(What you will do): Give the records again. Keep them exact and leave out the images.

== Study material

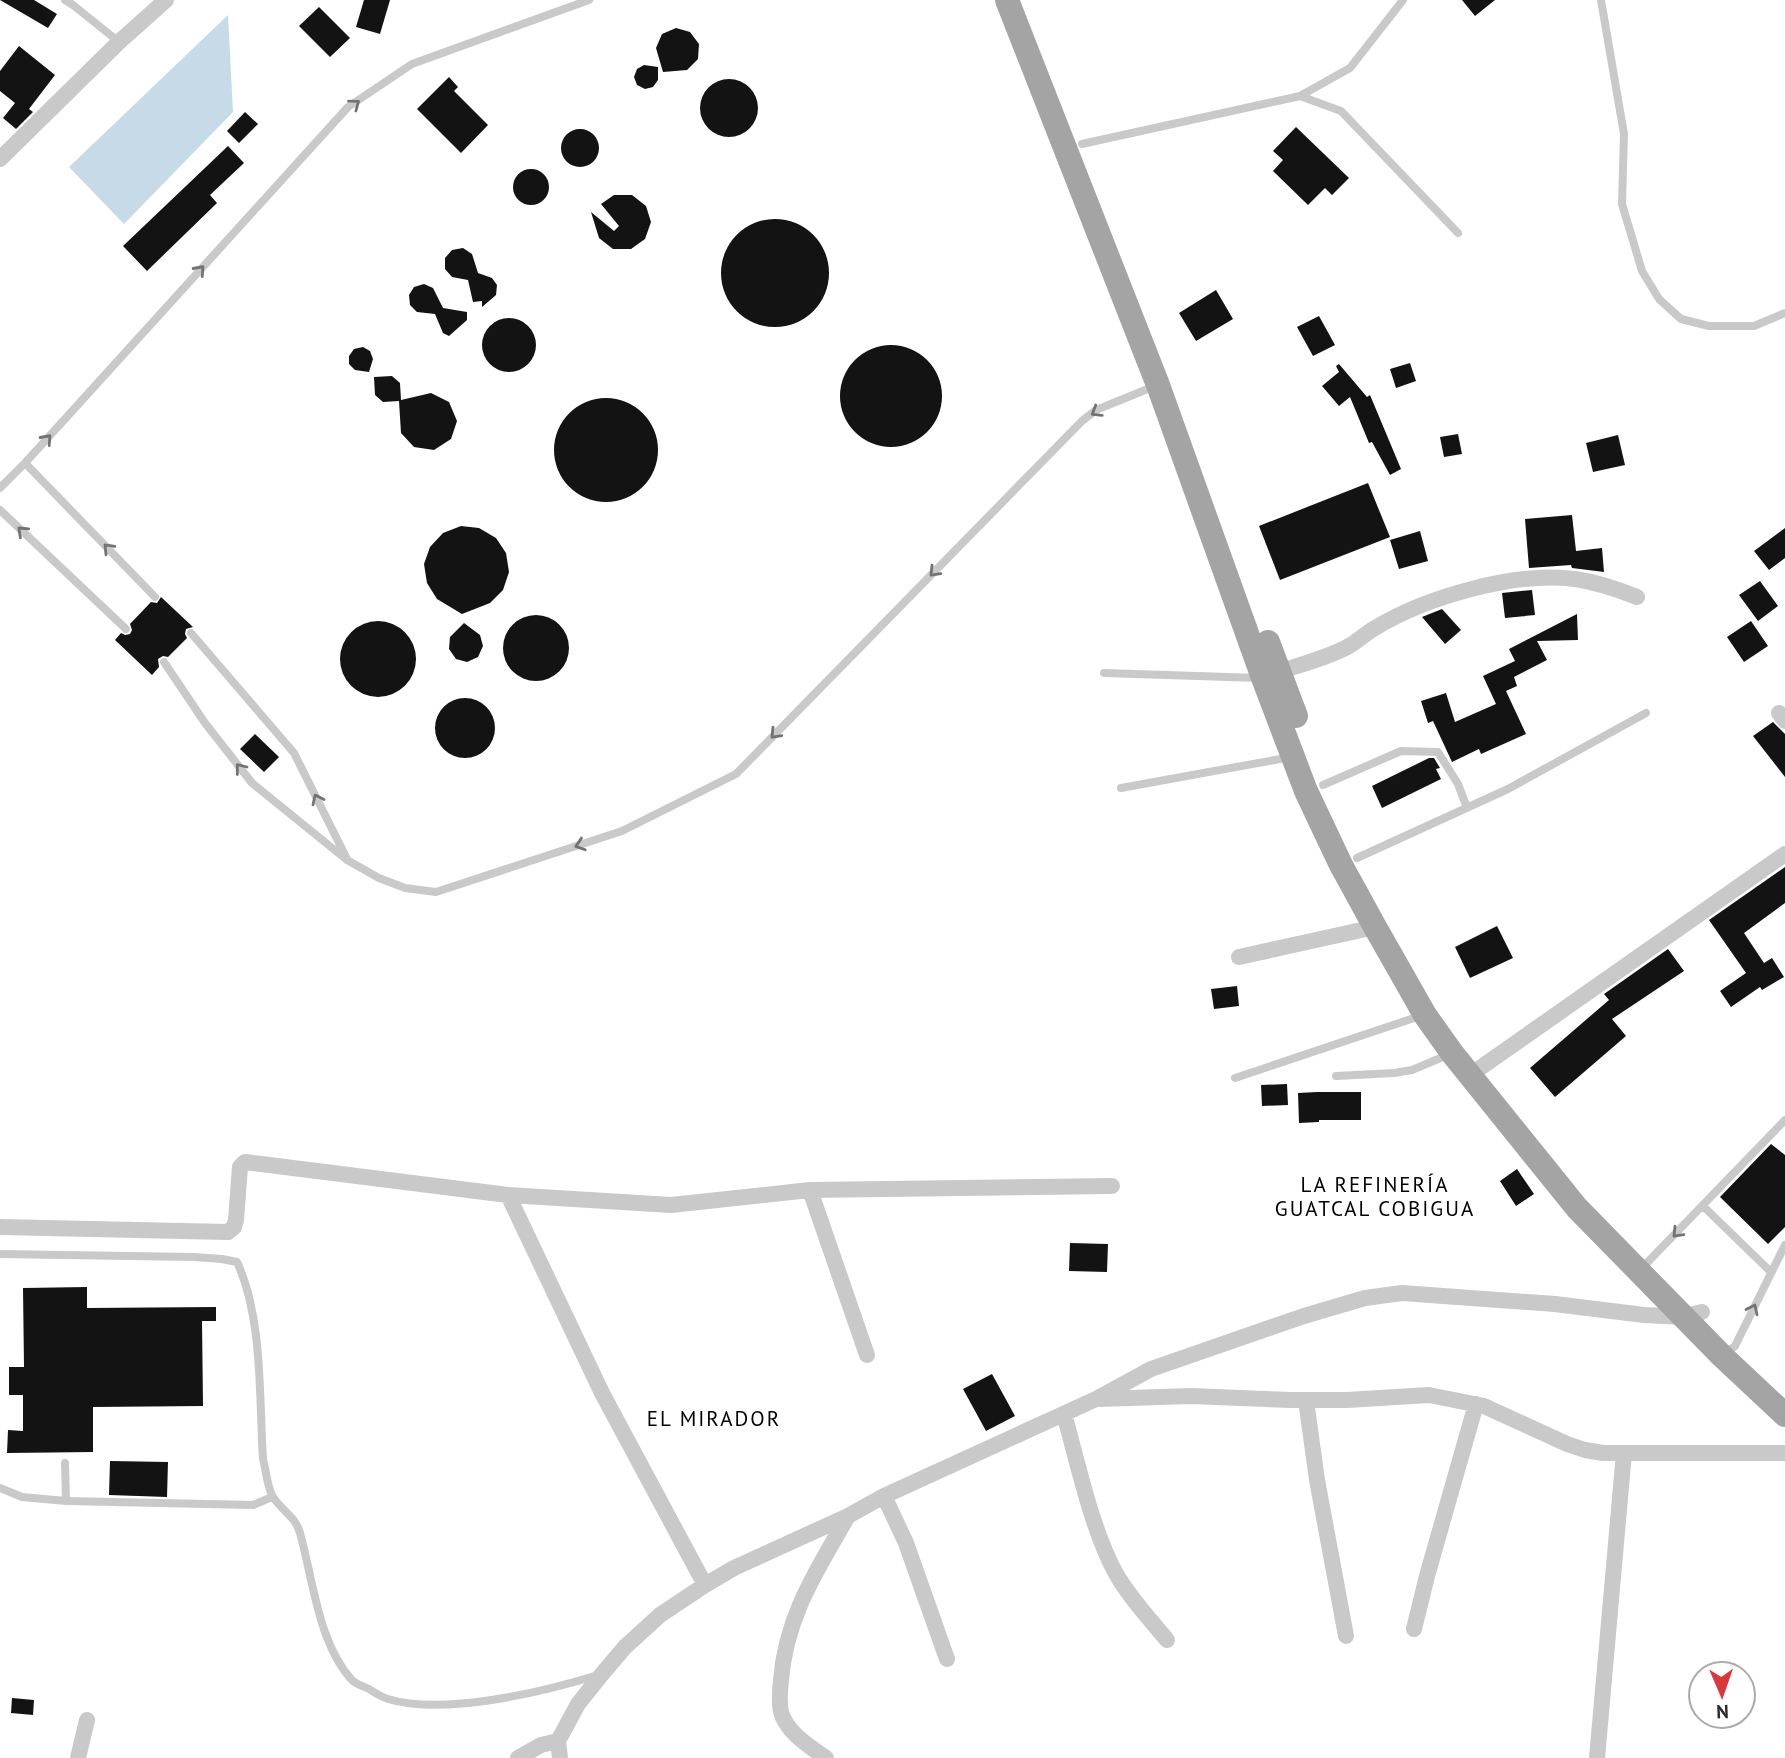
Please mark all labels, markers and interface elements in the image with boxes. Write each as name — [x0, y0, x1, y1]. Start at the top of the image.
one-way arrow — [347, 99, 359, 112]
one-way arrow — [192, 265, 205, 278]
one-way arrow — [1091, 404, 1104, 417]
one-way arrow — [39, 434, 52, 447]
one-way arrow — [18, 527, 31, 540]
one-way arrow — [103, 544, 116, 557]
one-way arrow — [930, 564, 943, 577]
one-way arrow — [771, 726, 784, 739]
one-way arrow — [236, 763, 248, 776]
one-way arrow — [311, 794, 325, 806]
one-way arrow — [574, 837, 587, 851]
district label: LA REFINERÍA GUATCAL COBIGUA — [1275, 1171, 1475, 1222]
one-way arrow — [1672, 1225, 1685, 1238]
one-way arrow — [1745, 1304, 1759, 1316]
district label: EL MIRADOR — [647, 1405, 781, 1432]
north arrow — [1687, 1660, 1757, 1730]
text: N — [1716, 1700, 1729, 1724]

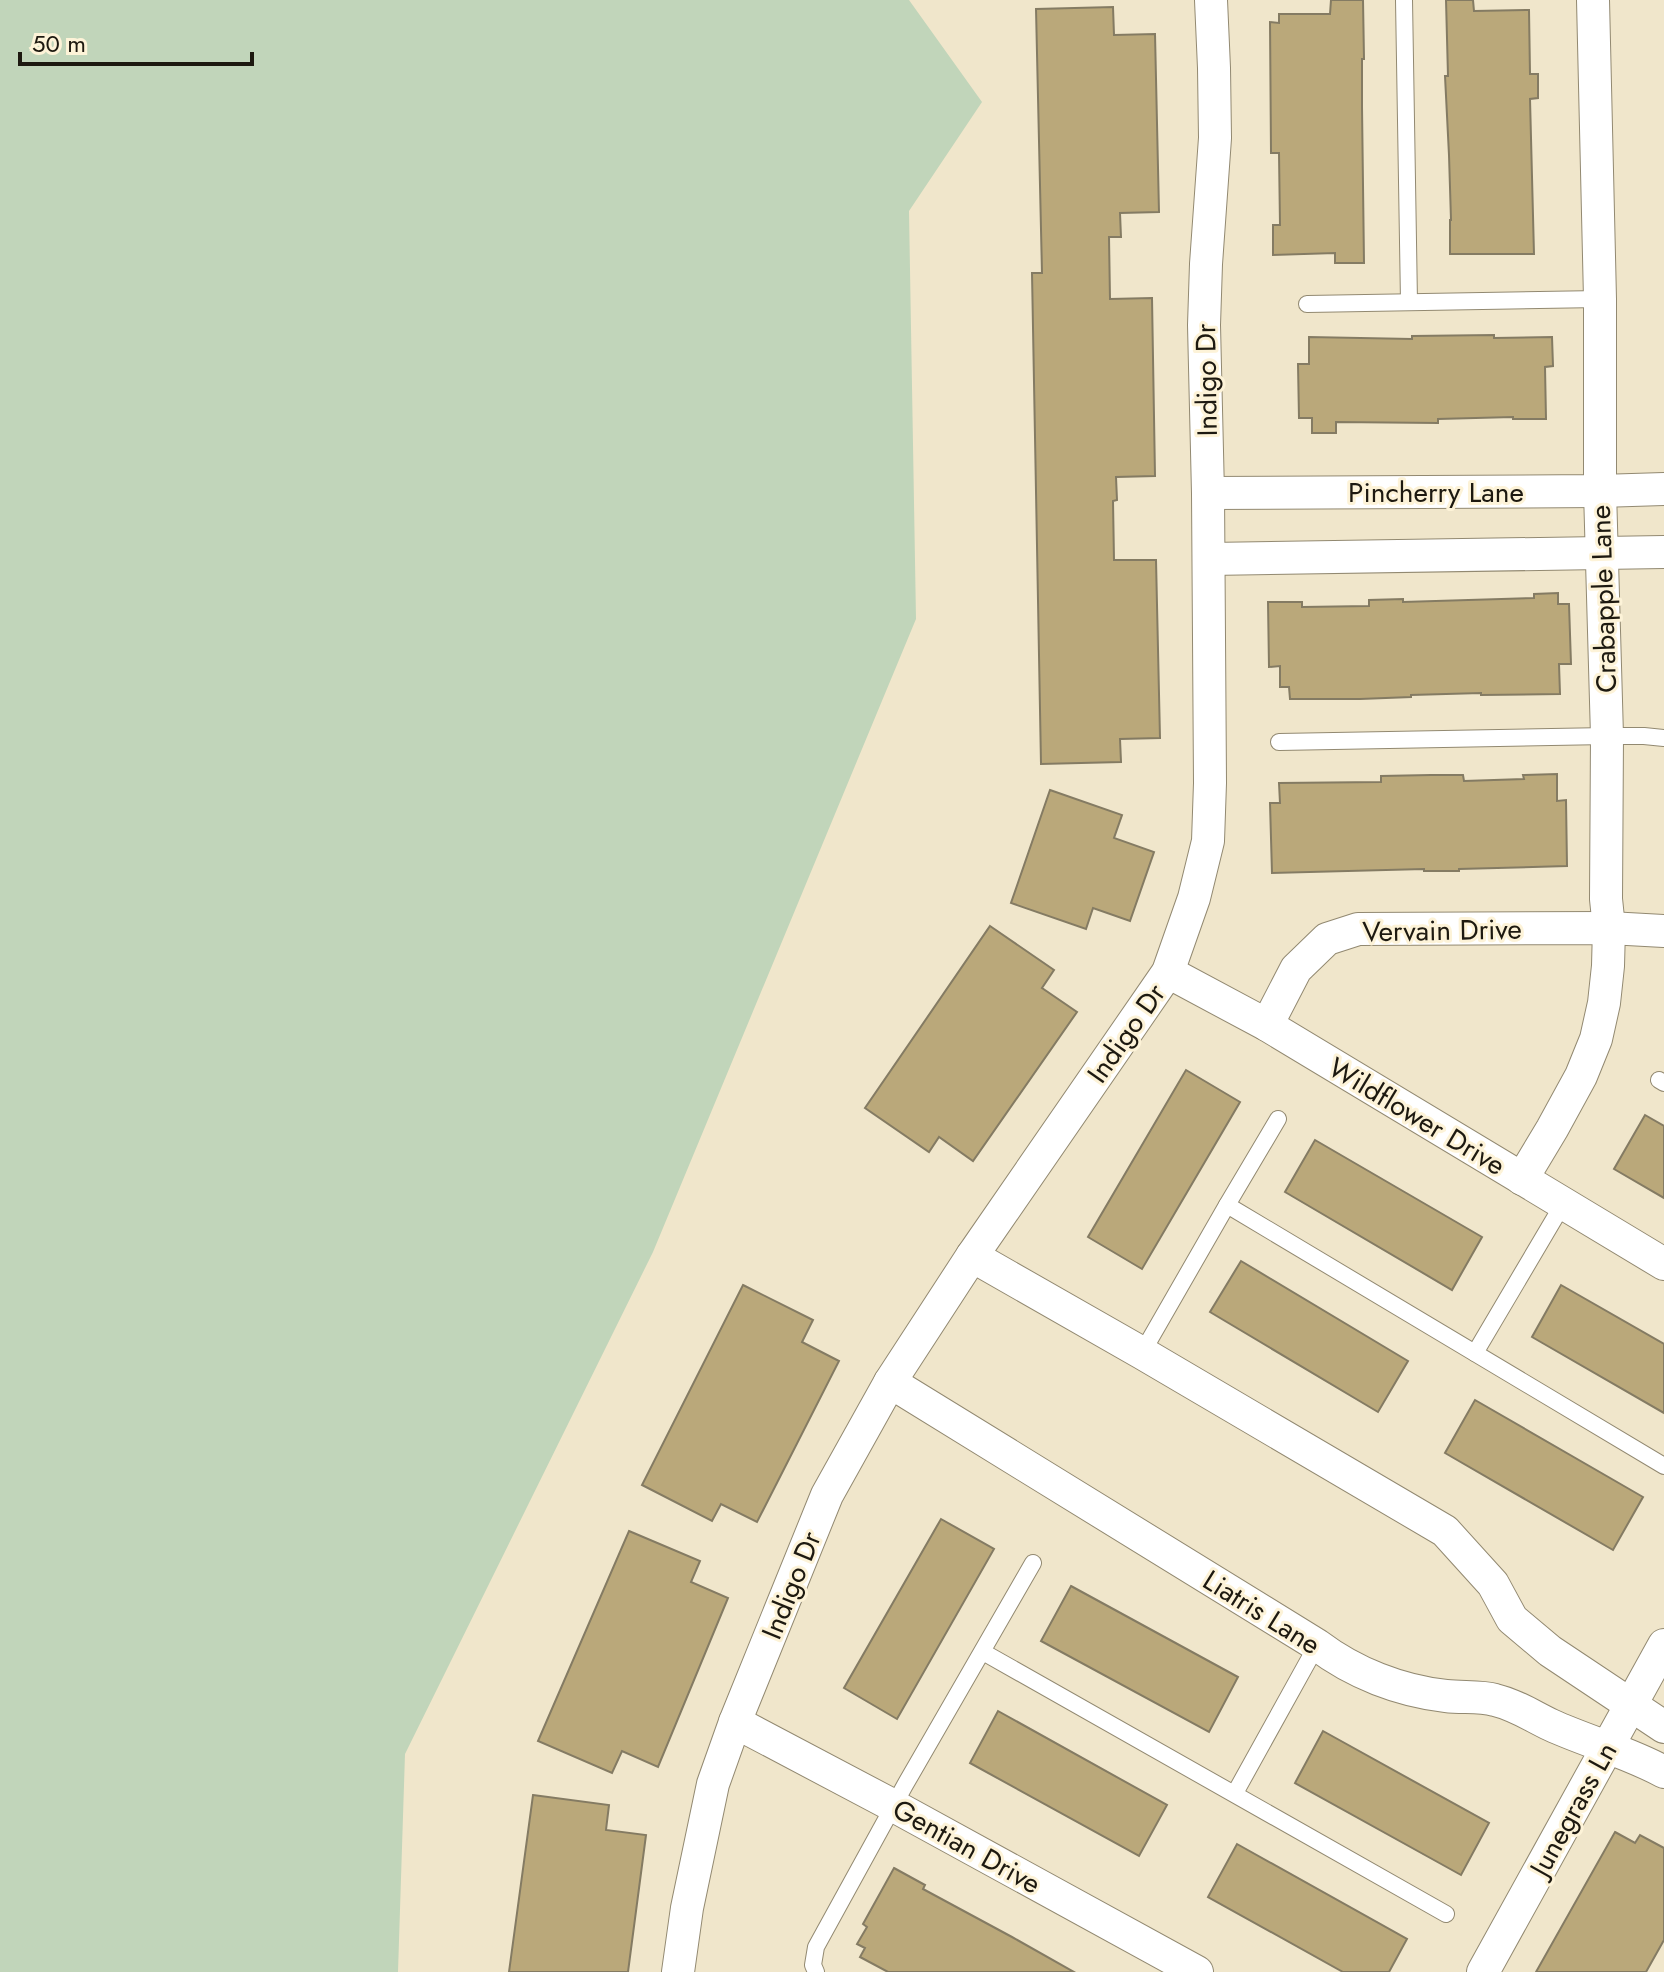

====

(Exercise result):
Please mark all labels, markers and interface elements in the image with boxes. Write each as name — [x0, y0, x1, y1]. Start at the top of the image.
one-way arrow — [347, 99, 359, 112]
one-way arrow — [192, 265, 205, 278]
one-way arrow — [1091, 404, 1104, 417]
one-way arrow — [39, 434, 52, 447]
one-way arrow — [18, 527, 31, 540]
one-way arrow — [103, 544, 116, 557]
one-way arrow — [930, 564, 943, 577]
one-way arrow — [771, 726, 784, 739]
one-way arrow — [236, 763, 248, 776]
one-way arrow — [311, 794, 325, 806]
one-way arrow — [574, 837, 587, 851]
district label: LA REFINERÍA GUATCAL COBIGUA — [1275, 1171, 1475, 1222]
one-way arrow — [1672, 1225, 1685, 1238]
one-way arrow — [1745, 1304, 1759, 1316]
district label: EL MIRADOR — [647, 1405, 781, 1432]
north arrow — [1687, 1660, 1757, 1730]
text: N — [1716, 1700, 1729, 1724]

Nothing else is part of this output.